Data records
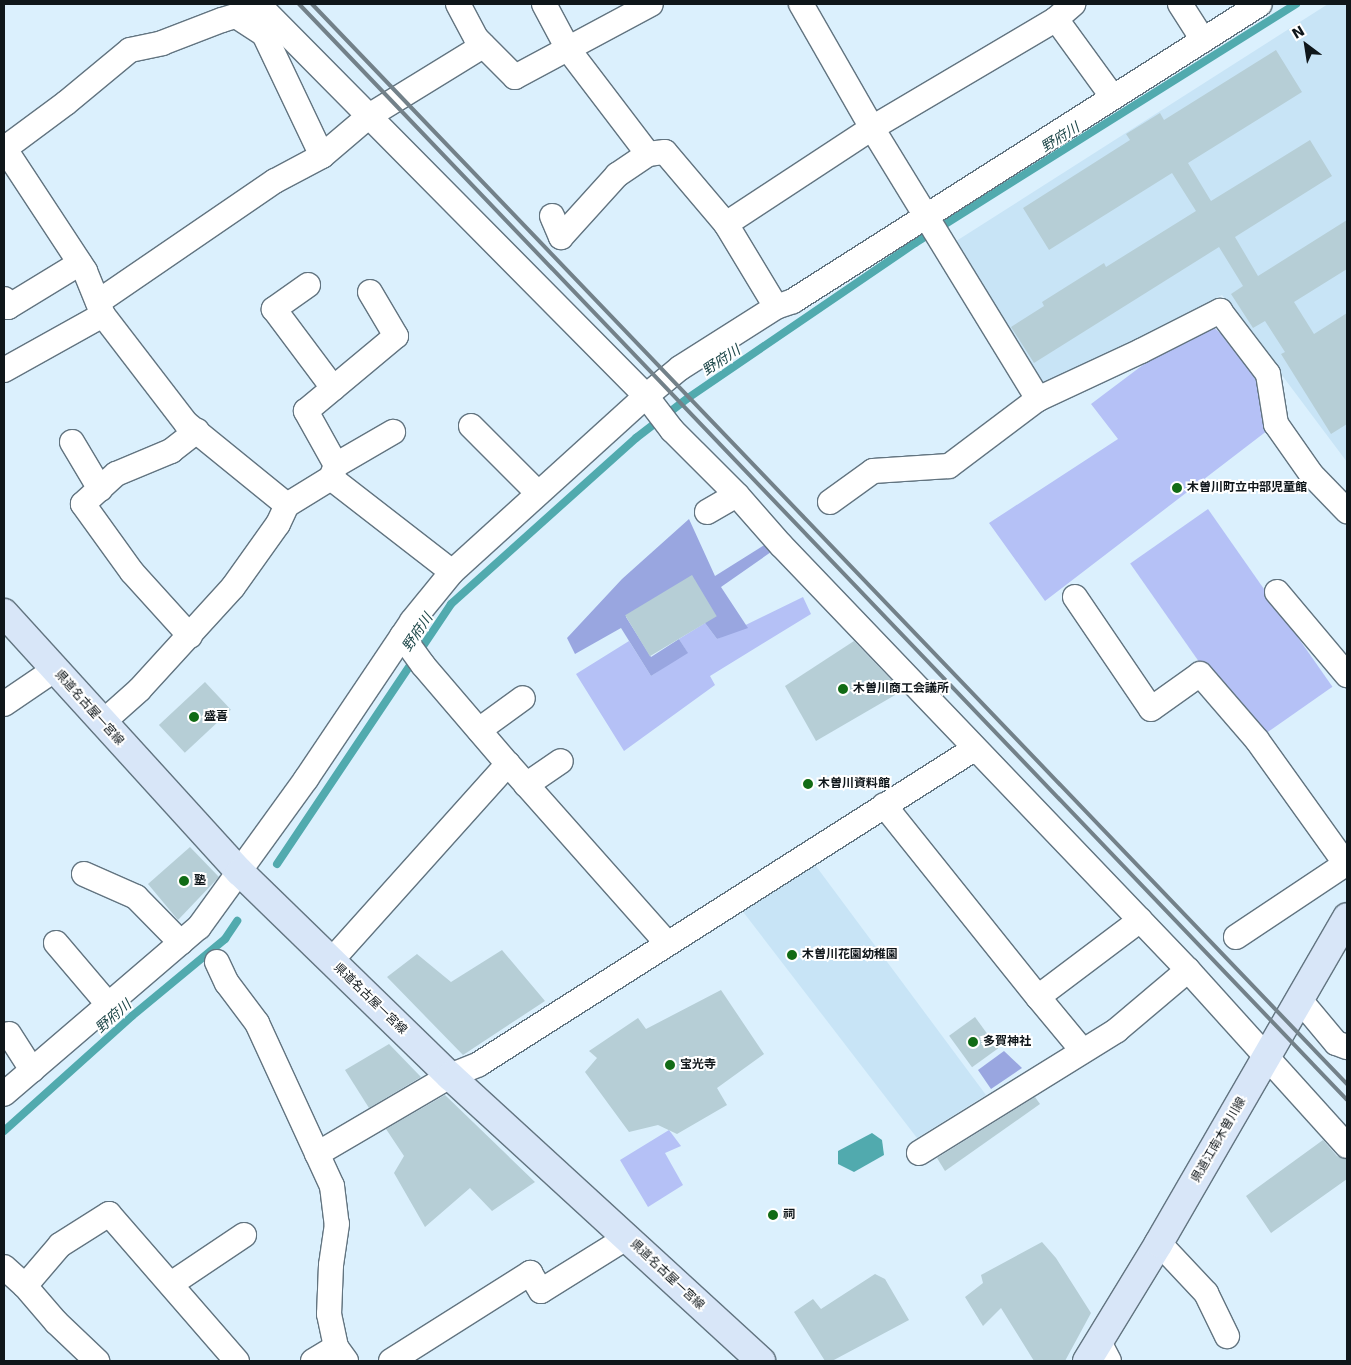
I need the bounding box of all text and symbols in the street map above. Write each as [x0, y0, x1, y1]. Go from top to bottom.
north arrow [1281, 20, 1331, 70]
text: N [1289, 22, 1307, 42]
water label: 野府川 [1038, 119, 1082, 155]
water label: 野府川 [699, 341, 743, 379]
place label: 木曽川町立中部児童館 [1187, 481, 1307, 495]
marker: 木曽川町立中部児童館 [1171, 482, 1183, 494]
water label: 野府川 [398, 610, 436, 654]
street label: 県道名古屋一宮線 [52, 668, 126, 748]
place label: 木曽川商工会議所 [853, 682, 949, 696]
marker: 木曽川商工会議所 [837, 683, 849, 695]
place label: 盛喜 [204, 710, 228, 724]
marker: 盛喜 [188, 711, 200, 723]
place label: 木曽川資料館 [818, 777, 890, 791]
marker: 木曽川資料館 [802, 778, 814, 790]
place label: 塾 [194, 874, 206, 888]
marker: 塾 [178, 875, 190, 887]
place label: 木曽川花園幼稚園 [802, 948, 898, 962]
marker: 木曽川花園幼稚園 [786, 949, 798, 961]
street label: 県道名古屋一宮線 [330, 960, 410, 1038]
water label: 野府川 [92, 996, 134, 1036]
place label: 多賀神社 [983, 1035, 1031, 1049]
marker: 多賀神社 [967, 1036, 979, 1048]
place label: 宝光寺 [680, 1058, 716, 1072]
marker: 宝光寺 [664, 1059, 676, 1071]
street label: 県道江南木曽川線 [1189, 1095, 1249, 1185]
place label: 祠 [783, 1208, 795, 1222]
marker: 祠 [767, 1209, 779, 1221]
street label: 県道名古屋一宮線 [627, 1237, 707, 1313]

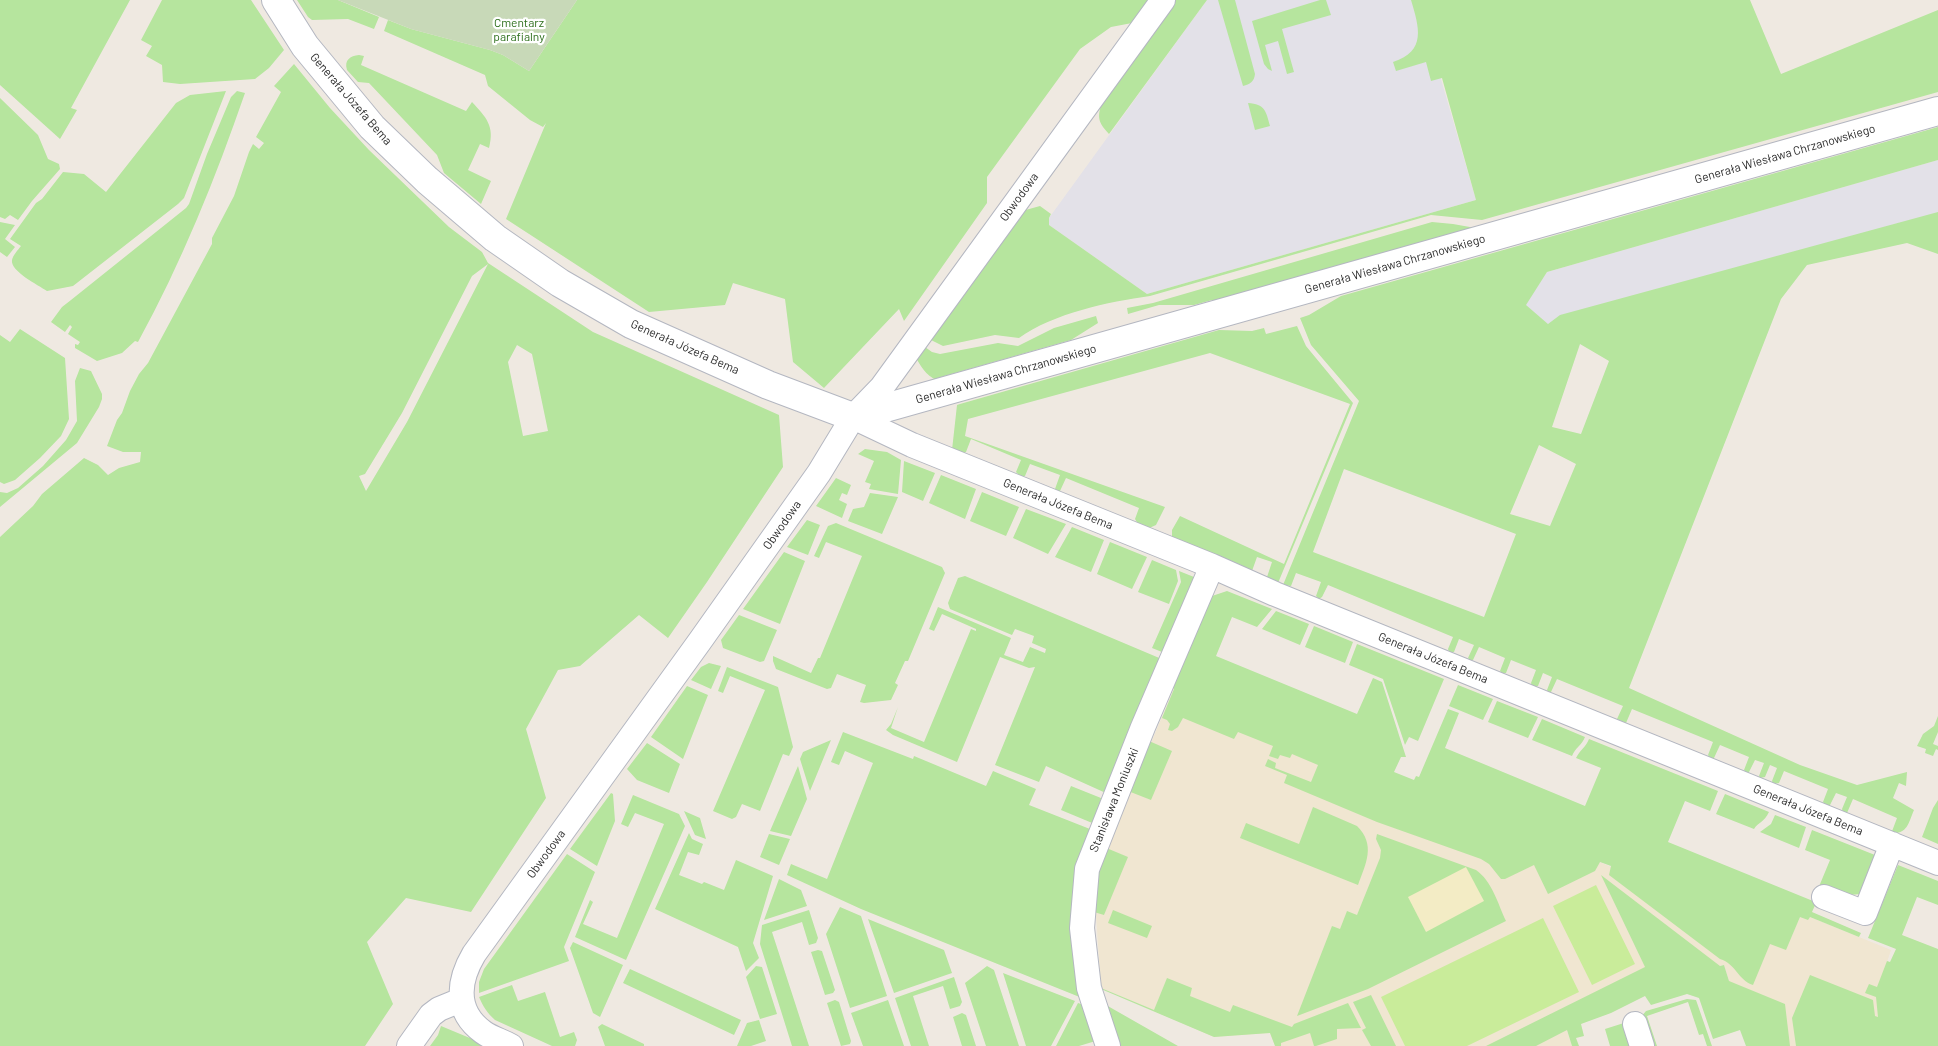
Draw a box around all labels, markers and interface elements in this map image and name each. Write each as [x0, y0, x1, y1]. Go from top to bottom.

Task brief
Nothing but the pictures should be left out when the records are retyped exactly.

Exercise answer
I need the bounding box of all text and symbols in the street map above. Write each as [x0, y0, x1, y1]. Go from top to bottom.
north arrow [1281, 20, 1331, 70]
text: N [1289, 22, 1307, 42]
water label: 野府川 [1038, 119, 1082, 155]
water label: 野府川 [699, 341, 743, 379]
place label: 木曽川町立中部児童館 [1187, 481, 1307, 495]
marker: 木曽川町立中部児童館 [1171, 482, 1183, 494]
water label: 野府川 [398, 610, 436, 654]
street label: 県道名古屋一宮線 [52, 668, 126, 748]
place label: 木曽川商工会議所 [853, 682, 949, 696]
marker: 木曽川商工会議所 [837, 683, 849, 695]
place label: 盛喜 [204, 710, 228, 724]
marker: 盛喜 [188, 711, 200, 723]
place label: 木曽川資料館 [818, 777, 890, 791]
marker: 木曽川資料館 [802, 778, 814, 790]
place label: 塾 [194, 874, 206, 888]
marker: 塾 [178, 875, 190, 887]
place label: 木曽川花園幼稚園 [802, 948, 898, 962]
marker: 木曽川花園幼稚園 [786, 949, 798, 961]
street label: 県道名古屋一宮線 [330, 960, 410, 1038]
water label: 野府川 [92, 996, 134, 1036]
place label: 多賀神社 [983, 1035, 1031, 1049]
marker: 多賀神社 [967, 1036, 979, 1048]
place label: 宝光寺 [680, 1058, 716, 1072]
marker: 宝光寺 [664, 1059, 676, 1071]
street label: 県道江南木曽川線 [1189, 1095, 1249, 1185]
place label: 祠 [783, 1208, 795, 1222]
marker: 祠 [767, 1209, 779, 1221]
street label: 県道名古屋一宮線 [627, 1237, 707, 1313]

Draw a box around all labels, markers and interface elements in this map image and name each. Write each as [x0, y0, x1, y1]. Go from top to bottom.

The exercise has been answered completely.